The Notebook Review forums were hosted by TechTarget, who shut down them down on January 31, 2022. This static read-only archive was pulled by NBR forum users between January 20 and January 31, 2022, in an effort to make sure that the valuable technical information that had been posted on the forums is preserved. For current discussions, many NBR forum users moved over to NotebookTalk.net after the shutdown.
Problems?
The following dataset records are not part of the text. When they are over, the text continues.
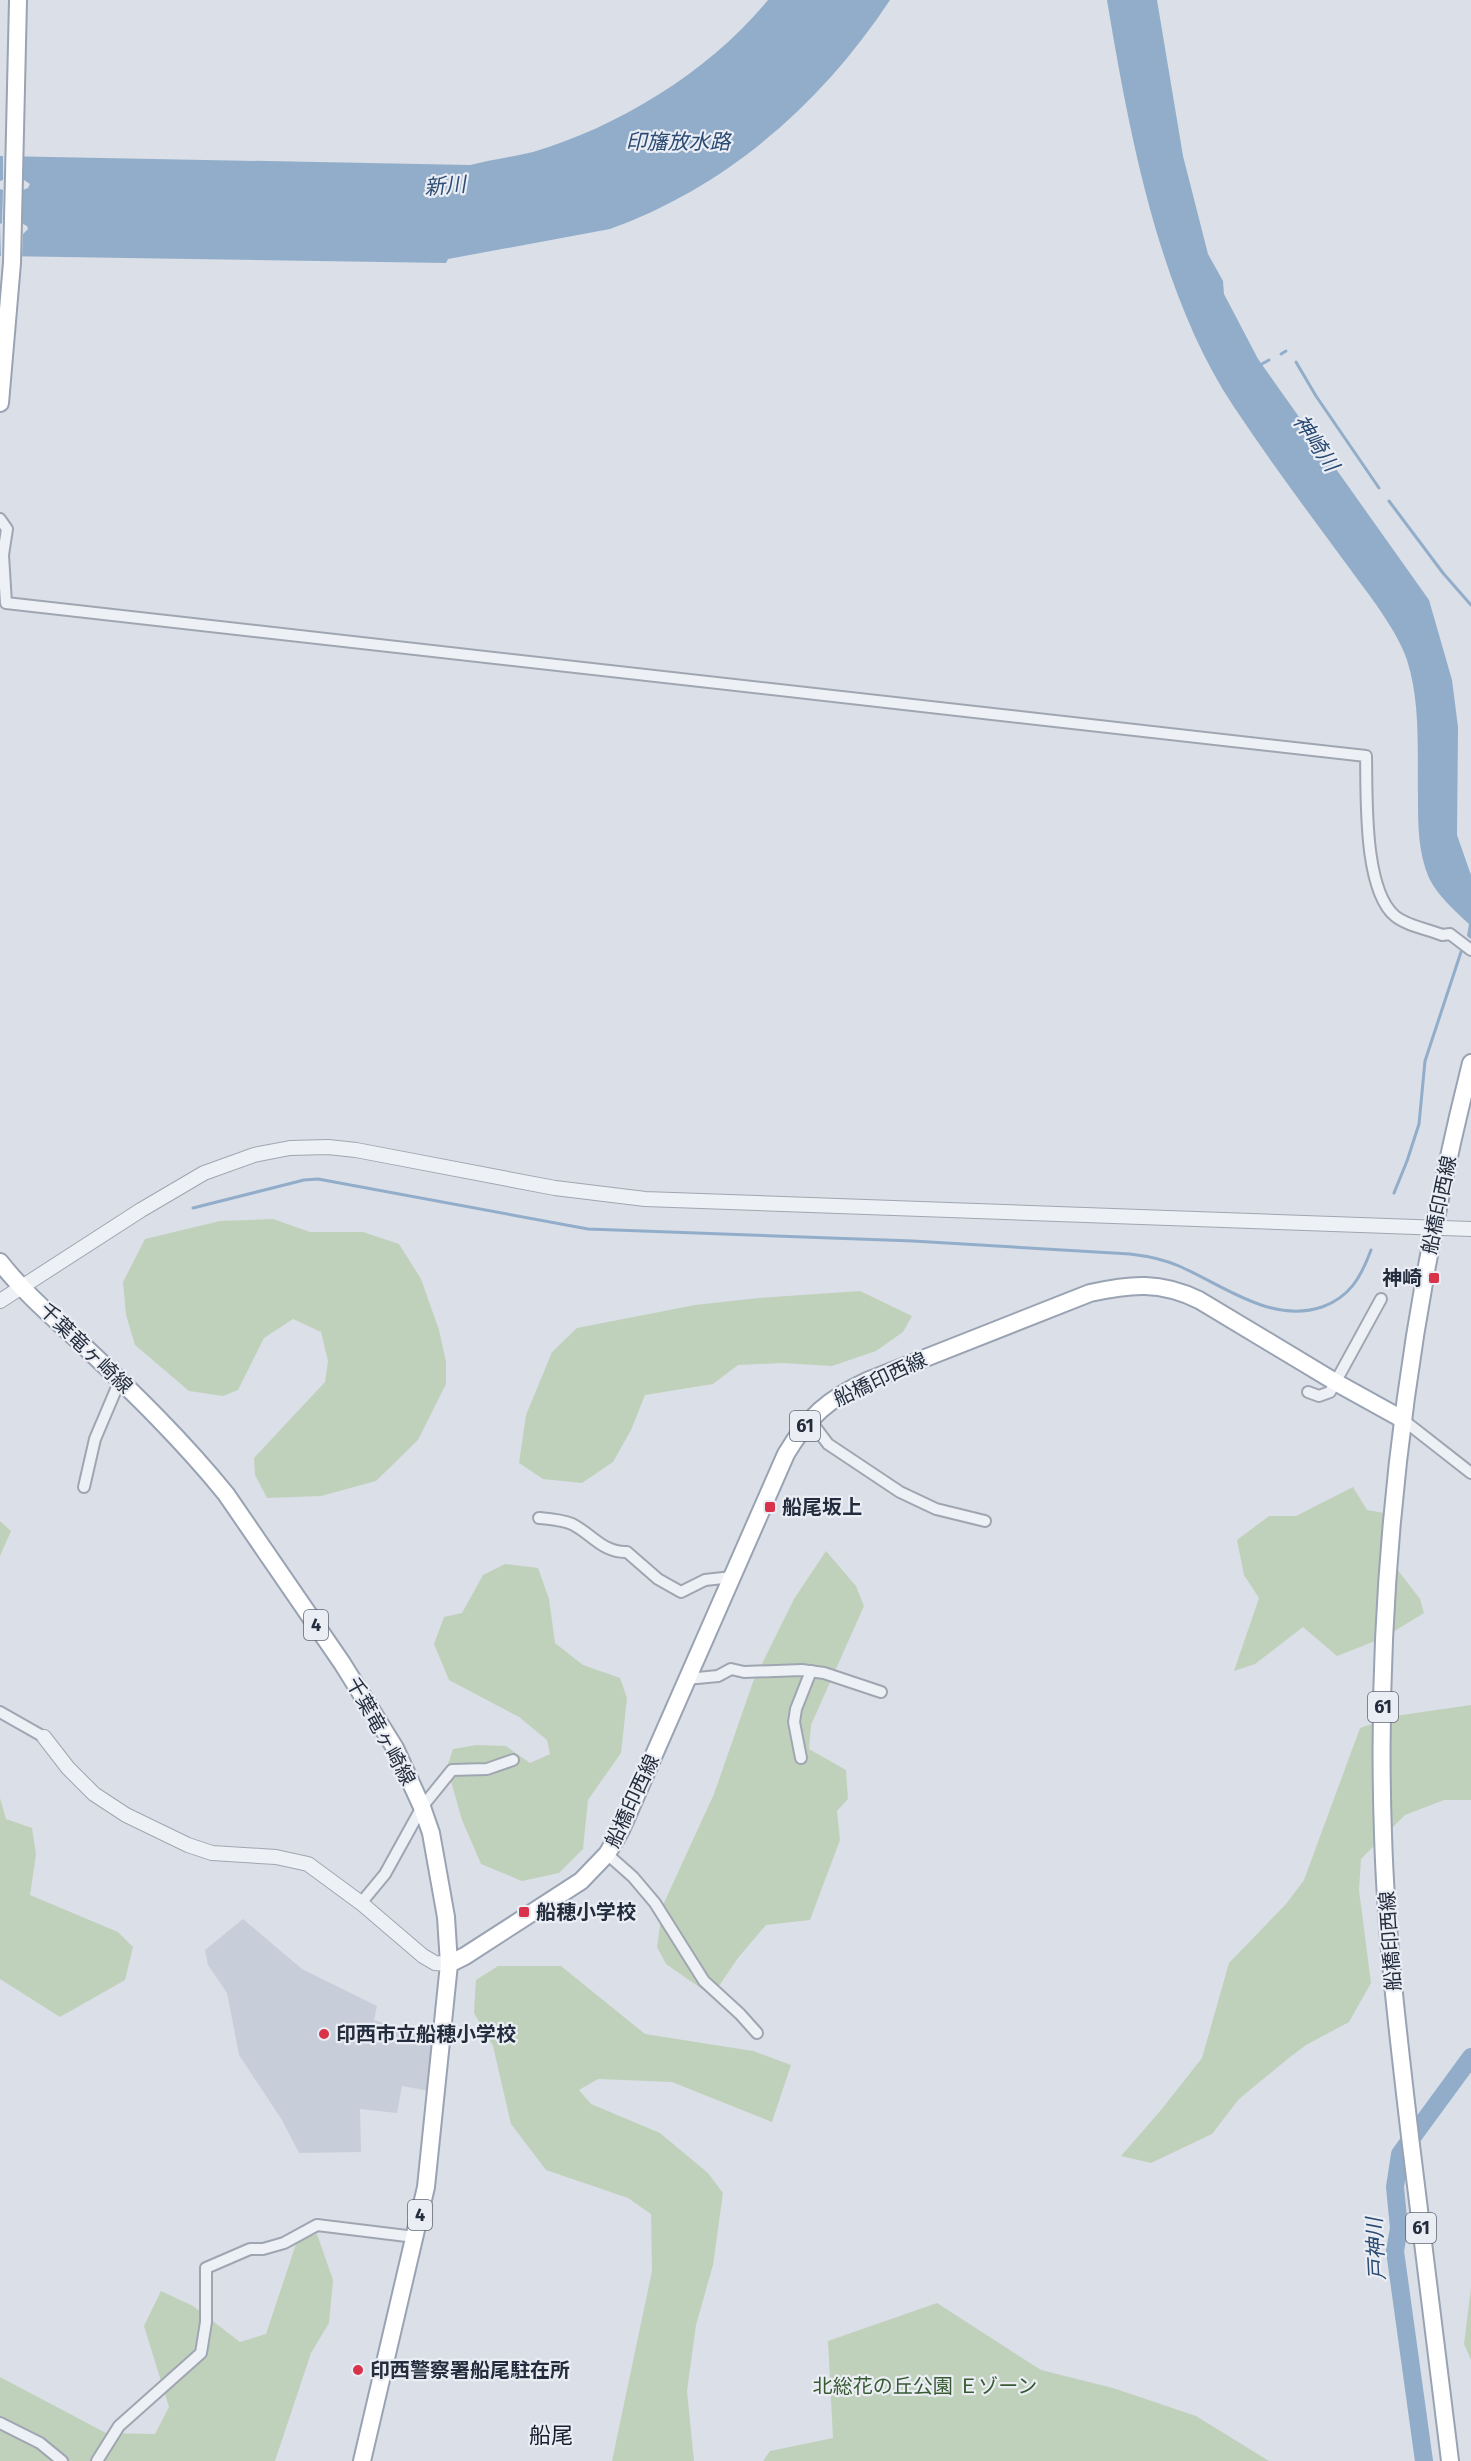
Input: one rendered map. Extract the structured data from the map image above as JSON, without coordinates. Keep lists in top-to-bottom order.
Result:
{
  "streets": {
    "main road": [
      "船橋印西線",
      "千葉竜ヶ崎線",
      "61",
      "4"
    ]
  },
  "crossings": [
    ["船橋印西線", "千葉竜ヶ崎線"]
  ],
  "districts": ["船尾"],
  "water": [
    "印旛放水路",
    "新川",
    "神崎川",
    "戸神川"
  ],
  "parks": ["北総花の丘公園 Ｅゾーン"],
  "places": {
    "transit": ["神崎", "船尾坂上", "船穂小学校"],
    "other": ["印西市立船穂小学校", "印西警察署船尾駐在所"]
  }
}
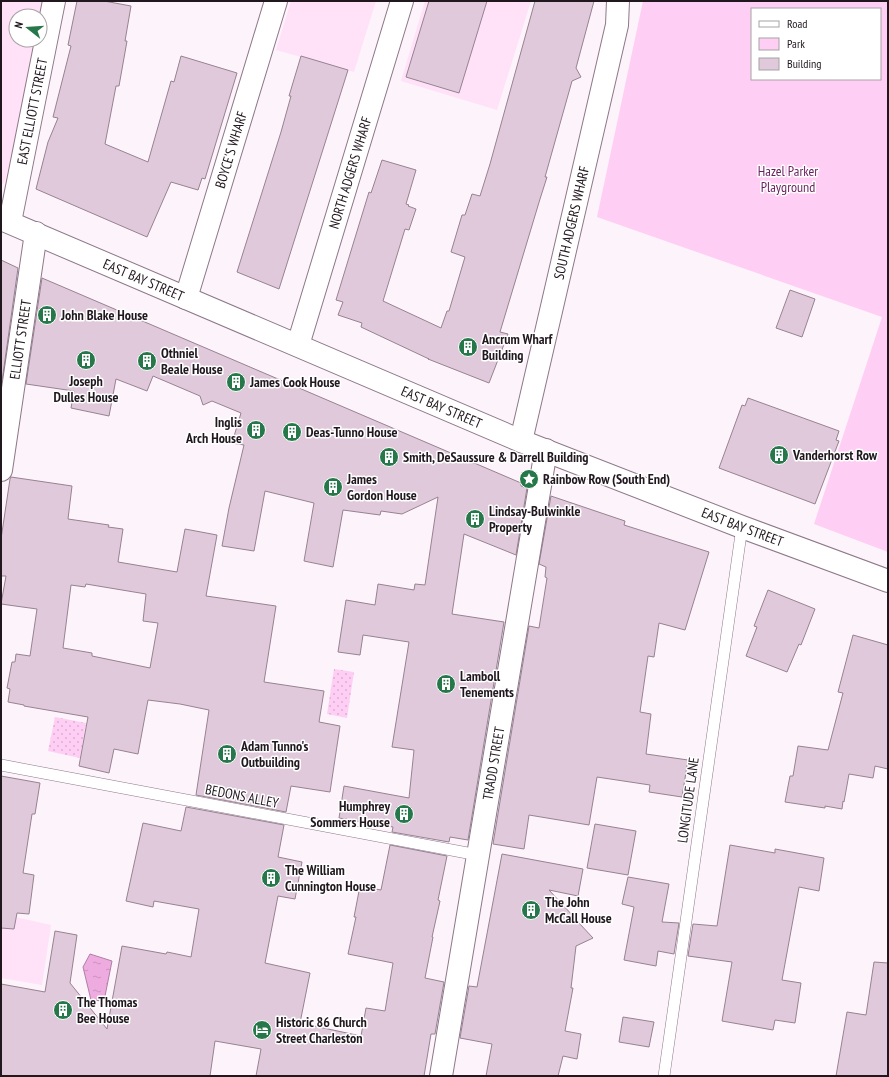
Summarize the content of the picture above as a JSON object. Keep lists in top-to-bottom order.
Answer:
{
  "streets": {
    "street": [
      "EAST ELLIOTT STREET",
      "BOYCE'S WHARF",
      "NORTH ADGERS WHARF",
      "SOUTH ADGERS WHARF",
      "EAST BAY STREET",
      "ELLIOTT STREET",
      "TRADD STREET"
    ],
    "lane": ["BEDONS ALLEY", "LONGITUDE LANE"]
  },
  "crossings": [
    ["EAST ELLIOTT STREET", "EAST BAY STREET"],
    ["BOYCE'S WHARF", "EAST BAY STREET"],
    ["NORTH ADGERS WHARF", "EAST BAY STREET"],
    ["SOUTH ADGERS WHARF", "EAST BAY STREET"],
    ["EAST BAY STREET", "ELLIOTT STREET"],
    ["EAST BAY STREET", "TRADD STREET"],
    ["EAST BAY STREET", "LONGITUDE LANE"],
    ["TRADD STREET", "BEDONS ALLEY"]
  ],
  "parks": ["Hazel Parker Playground"],
  "places": {
    "building": [
      "John Blake House",
      "Ancrum Wharf Building",
      "Joseph Dulles House",
      "Othniel Beale House",
      "James Cook House",
      "Inglis Arch House",
      "Deas-Tunno House",
      "Vanderhorst Row",
      "Smith, DeSaussure & Darrell Building",
      "James Gordon House",
      "Lindsay-Bulwinkle Property",
      "Lamboll Tenements",
      "Adam Tunno's Outbuilding",
      "Humphrey Sommers House",
      "The William Cunnington House",
      "The John McCall House",
      "The Thomas Bee House"
    ],
    "place": ["Rainbow Row (South End)"],
    "hotel": ["Historic 86 Church Street Charleston"]
  },
  "legend": ["Road", "Park", "Building"],
  "north": "left"
}
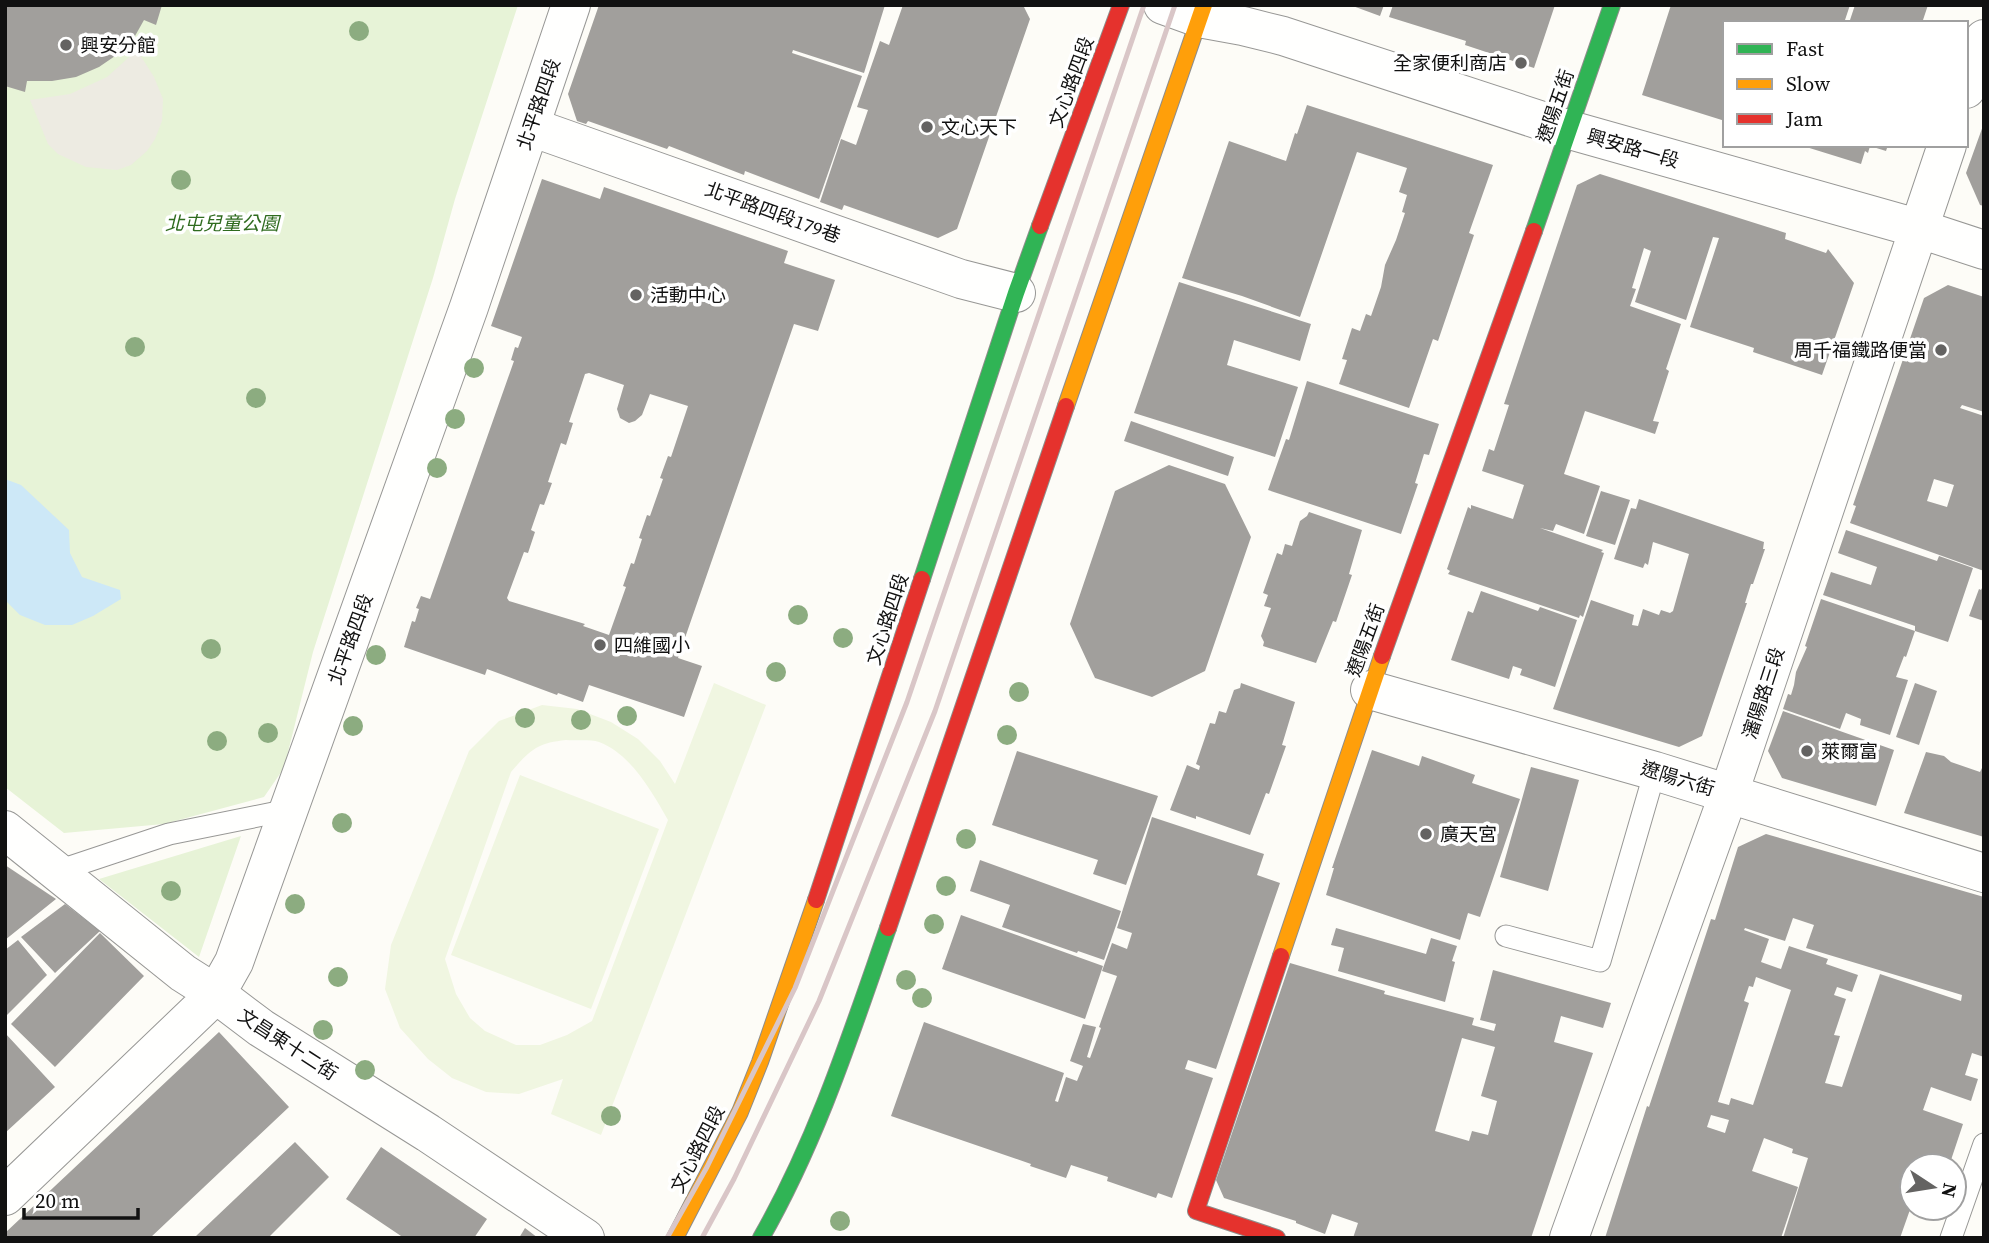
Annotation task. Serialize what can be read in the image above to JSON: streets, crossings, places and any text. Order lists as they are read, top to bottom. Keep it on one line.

See this thread at archive.org.

    LED screen grainy?

    Discussion in 'Hardware Components and Aftermarket Upgrades' started by swami1984, Apr 10, 2008.

  1. swami1984

    swami1984 Notebook Enthusiast

    Reputations:
    1
    Messages:
    25
    Likes Received:
    0
    Trophy Points:
    5
    Hey guys,
    I've read a lot about how the Dell m1530's screen can be grainy. I just had a doubt since I'm not good with screens. If Dell m1530 had come out with an LED display (rather than an LCD display), then would the LED display also have the graininess?? Or is it just a problem concerning LCD's
     
  2. jooooeee

    jooooeee Stealth in disguise

    Reputations:
    737
    Messages:
    1,311
    Likes Received:
    0
    Trophy Points:
    55
    It seems that the Samsung screens suffer from the graininess so if the new LED screens aren't from Samsung you should be safe.
     
  3. ViciousXUSMC

    ViciousXUSMC Master Viking NBR Reviewer

    Reputations:
    11,461
    Messages:
    16,824
    Likes Received:
    76
    Trophy Points:
    466
    Just so you know the LED is the backlight source not the screen source. What LED does is give better more even lighting and uses less power. The screen is still the same technology.

    So LED is not some great new higher quality kind of screen it just eliminates that gradient effect where corners or edges of the screen are brighter than the rest, also LED technology allowed them to make thinner/smaller displays.